It is a fascinating time for privacy in the ad industry. In recent blog posts, I focused on the future of cookies, programmatic advertising, and ad fraud. Today I will present you a new chapter in the revolution of the ad industry caused by Apple and its privacy-first approach. After a year of intensive rumours, arguments, and threats, Apple introduced iOS 14.5 with a crucial change to data collection method by apps and sharing it with third-party vendors. Apple allowed customers to decide whether they want their data to be collected and shared. There is a consensus in the industry – customers overwhelmingly will say no.
What are the implications?
It means a revolution in mobile advertising. With an updated system, customers can decide if they want their Identifier for Advertisers (IDFA) to be shared with third-party vendors. It equals consent if they wish to track their activities across different apps and websites and then use it to deliver them personalised ads.
Estimations show that 0-30% of all Apple’s users will consent. It means another enormous damage for behavioural targeting after cookies’ diminishment. Advertisers will have a much more challenging task to target audiences and potential clients for ad buyers correctly. According to Forbes, iOS users are almost twice as valuable for advertisers as Android users. They spend nearly two times more on apps purchases, and they are worth more than half of the $80 billion mobile ads market.
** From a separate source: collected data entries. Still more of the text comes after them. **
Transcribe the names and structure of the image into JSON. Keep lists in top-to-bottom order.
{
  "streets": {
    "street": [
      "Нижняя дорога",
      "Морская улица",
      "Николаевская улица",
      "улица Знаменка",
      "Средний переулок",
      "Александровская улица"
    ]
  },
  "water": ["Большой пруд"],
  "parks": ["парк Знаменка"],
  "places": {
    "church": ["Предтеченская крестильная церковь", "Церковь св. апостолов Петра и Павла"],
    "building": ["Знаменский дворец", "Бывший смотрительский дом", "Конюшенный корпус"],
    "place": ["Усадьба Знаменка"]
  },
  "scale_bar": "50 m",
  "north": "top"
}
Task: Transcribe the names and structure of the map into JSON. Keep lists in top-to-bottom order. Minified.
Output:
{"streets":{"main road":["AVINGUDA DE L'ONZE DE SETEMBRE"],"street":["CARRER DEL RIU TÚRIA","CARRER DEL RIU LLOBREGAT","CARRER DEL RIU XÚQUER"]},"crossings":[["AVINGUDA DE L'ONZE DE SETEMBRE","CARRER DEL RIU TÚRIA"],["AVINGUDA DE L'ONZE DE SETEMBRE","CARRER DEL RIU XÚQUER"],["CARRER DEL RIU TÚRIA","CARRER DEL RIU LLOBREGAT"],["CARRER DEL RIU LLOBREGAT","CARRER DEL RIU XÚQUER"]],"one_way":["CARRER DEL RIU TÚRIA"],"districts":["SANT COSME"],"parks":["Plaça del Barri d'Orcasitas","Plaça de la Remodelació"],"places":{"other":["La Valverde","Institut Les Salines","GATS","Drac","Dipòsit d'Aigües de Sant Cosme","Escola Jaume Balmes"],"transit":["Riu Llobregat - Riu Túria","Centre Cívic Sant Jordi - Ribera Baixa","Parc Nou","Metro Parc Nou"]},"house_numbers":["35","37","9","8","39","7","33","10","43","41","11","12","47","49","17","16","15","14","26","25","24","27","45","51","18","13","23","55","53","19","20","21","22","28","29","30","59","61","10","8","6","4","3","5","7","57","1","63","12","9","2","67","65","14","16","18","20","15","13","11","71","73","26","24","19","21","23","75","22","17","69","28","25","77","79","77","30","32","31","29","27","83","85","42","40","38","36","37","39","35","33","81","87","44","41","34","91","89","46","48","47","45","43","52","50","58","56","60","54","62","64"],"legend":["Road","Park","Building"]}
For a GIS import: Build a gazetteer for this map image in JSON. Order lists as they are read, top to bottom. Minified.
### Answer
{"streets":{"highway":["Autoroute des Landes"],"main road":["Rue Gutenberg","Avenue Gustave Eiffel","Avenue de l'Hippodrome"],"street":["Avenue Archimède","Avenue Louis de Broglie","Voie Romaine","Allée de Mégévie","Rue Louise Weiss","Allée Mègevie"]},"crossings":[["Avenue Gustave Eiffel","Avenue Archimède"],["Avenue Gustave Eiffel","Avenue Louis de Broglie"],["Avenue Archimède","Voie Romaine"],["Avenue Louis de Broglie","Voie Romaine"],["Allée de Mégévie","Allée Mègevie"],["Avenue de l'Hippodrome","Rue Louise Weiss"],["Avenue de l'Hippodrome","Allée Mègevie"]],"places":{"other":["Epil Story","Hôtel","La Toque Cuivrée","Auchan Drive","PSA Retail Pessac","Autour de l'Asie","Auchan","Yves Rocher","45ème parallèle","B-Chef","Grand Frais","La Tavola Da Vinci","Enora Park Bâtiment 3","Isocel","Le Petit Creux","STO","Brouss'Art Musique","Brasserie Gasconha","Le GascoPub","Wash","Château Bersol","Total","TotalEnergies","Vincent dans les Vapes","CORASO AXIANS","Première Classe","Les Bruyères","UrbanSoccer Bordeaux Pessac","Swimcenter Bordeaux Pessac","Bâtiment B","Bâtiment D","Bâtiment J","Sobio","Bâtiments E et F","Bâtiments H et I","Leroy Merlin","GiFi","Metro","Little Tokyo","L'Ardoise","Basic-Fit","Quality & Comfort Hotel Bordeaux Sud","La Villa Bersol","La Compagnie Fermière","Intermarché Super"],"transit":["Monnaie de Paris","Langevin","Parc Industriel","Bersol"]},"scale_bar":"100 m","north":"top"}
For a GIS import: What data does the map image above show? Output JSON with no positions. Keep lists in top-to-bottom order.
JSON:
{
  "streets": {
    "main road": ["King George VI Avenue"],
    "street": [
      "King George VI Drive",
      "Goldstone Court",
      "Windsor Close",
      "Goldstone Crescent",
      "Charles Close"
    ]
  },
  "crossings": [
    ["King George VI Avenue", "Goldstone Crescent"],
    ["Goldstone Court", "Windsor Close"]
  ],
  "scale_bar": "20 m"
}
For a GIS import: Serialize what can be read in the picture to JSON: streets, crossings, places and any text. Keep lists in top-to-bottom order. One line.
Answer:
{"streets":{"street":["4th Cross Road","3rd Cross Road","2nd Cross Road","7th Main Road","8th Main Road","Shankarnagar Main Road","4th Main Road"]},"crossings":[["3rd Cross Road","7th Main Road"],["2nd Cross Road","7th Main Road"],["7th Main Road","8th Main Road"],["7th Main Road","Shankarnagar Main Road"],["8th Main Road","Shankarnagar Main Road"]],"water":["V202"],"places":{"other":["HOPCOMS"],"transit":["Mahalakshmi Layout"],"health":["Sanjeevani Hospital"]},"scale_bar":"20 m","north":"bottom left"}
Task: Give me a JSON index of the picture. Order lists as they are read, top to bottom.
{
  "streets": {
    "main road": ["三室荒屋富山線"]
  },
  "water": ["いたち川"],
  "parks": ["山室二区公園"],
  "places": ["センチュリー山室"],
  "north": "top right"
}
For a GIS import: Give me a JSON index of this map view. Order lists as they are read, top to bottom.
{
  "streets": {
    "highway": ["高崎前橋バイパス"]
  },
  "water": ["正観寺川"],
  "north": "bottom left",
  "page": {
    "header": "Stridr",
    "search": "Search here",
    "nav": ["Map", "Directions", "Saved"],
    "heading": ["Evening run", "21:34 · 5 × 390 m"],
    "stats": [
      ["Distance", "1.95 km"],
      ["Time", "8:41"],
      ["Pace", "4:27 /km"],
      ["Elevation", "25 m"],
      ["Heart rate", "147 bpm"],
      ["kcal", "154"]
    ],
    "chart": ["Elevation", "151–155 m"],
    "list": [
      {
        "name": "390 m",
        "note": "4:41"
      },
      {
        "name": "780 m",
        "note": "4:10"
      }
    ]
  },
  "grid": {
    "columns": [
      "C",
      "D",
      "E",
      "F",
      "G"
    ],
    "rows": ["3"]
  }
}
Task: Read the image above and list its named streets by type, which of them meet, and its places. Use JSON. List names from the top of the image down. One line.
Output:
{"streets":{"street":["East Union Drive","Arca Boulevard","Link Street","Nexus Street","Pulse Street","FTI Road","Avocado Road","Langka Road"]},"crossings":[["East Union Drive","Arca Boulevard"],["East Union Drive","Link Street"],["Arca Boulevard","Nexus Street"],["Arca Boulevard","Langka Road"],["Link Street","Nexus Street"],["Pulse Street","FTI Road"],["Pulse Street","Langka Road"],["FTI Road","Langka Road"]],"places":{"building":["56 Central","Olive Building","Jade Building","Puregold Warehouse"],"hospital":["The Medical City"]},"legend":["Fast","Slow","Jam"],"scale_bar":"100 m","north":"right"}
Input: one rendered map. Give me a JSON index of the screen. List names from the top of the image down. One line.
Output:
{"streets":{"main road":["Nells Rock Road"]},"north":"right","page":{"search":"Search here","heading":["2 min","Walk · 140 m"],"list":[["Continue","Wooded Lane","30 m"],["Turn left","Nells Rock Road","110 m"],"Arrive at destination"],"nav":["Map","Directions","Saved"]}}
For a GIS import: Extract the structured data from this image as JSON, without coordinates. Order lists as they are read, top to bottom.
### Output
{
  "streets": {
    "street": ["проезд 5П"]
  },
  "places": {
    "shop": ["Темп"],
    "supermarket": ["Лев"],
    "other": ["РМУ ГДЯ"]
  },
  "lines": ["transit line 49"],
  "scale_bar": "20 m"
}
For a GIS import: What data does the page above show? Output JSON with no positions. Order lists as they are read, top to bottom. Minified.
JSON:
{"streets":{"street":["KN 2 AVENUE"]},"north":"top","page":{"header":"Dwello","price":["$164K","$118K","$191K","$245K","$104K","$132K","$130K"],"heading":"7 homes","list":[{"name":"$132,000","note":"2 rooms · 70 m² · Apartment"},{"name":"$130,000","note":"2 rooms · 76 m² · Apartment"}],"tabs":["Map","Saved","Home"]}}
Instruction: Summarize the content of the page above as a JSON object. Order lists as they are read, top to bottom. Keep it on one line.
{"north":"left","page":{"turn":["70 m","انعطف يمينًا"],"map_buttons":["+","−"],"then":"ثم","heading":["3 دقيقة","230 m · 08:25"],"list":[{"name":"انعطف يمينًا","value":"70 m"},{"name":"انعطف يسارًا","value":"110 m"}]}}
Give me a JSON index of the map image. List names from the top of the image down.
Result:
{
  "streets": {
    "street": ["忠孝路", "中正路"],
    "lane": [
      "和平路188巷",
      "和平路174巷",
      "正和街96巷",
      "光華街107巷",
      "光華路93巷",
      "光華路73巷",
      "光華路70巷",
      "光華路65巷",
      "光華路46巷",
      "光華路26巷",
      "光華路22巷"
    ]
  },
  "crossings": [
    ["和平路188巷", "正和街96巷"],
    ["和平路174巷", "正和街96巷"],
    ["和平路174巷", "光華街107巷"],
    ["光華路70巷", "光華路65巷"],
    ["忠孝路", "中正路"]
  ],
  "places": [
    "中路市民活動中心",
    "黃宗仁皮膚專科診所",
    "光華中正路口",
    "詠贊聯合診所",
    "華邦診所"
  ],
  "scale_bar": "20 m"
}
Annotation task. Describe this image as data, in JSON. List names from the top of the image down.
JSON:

Lack of possibility to precisely target iOS users means lower revenue for ad sellers and middle-men like DSPs. Without cookies and IDFA, it is almost impossible to collect third-party data and behaviourally target customers. What is interesting, it strongly hits Facebook and Google. A significant part of the revenue of these tech giants relies on advertising. Their abilities to target customers used to exceed competitors’ possibilities to do so. With Apple’s move, the status quo can change, and Google with Facebook might lose their advantages over rivals.
What is it all about?
It is a massive win for customer’s privacy on the Internet. But it is not only about that. Apple also offers advertising services, and with blocking IDFA, they offer unmatched first-party data about iOS users. It will result in more ad buyers using Apple’s services and increased revenue for the company. They fill two needs with one deed with an increment of their importance on the ad market and prove that their claims about the customer-first approach are valid.
Customers and Apple are winners here, but surely the advertising industry is losing. How will they fill the void after IDFA and cookies? That’s a million-dollar question. Probably we will observe the increasing importance of first-party data and contextual advertising. Is it bad? I don’t think so. There is enough data to find the necessary audience for businesses correctly. Advertisers can do it with respect to user’s privacy. The industry just needs to adopt.
The IDFA situation reminds of banning cookies firstly by Safari, which Google strongly criticised. A few months later, Google decided to do the same, and until 2022 they will eliminate third-party cookies from Chrome. Smartphones with Android will probably follow the path, and in a few months of years, they will do the same as Apple just did.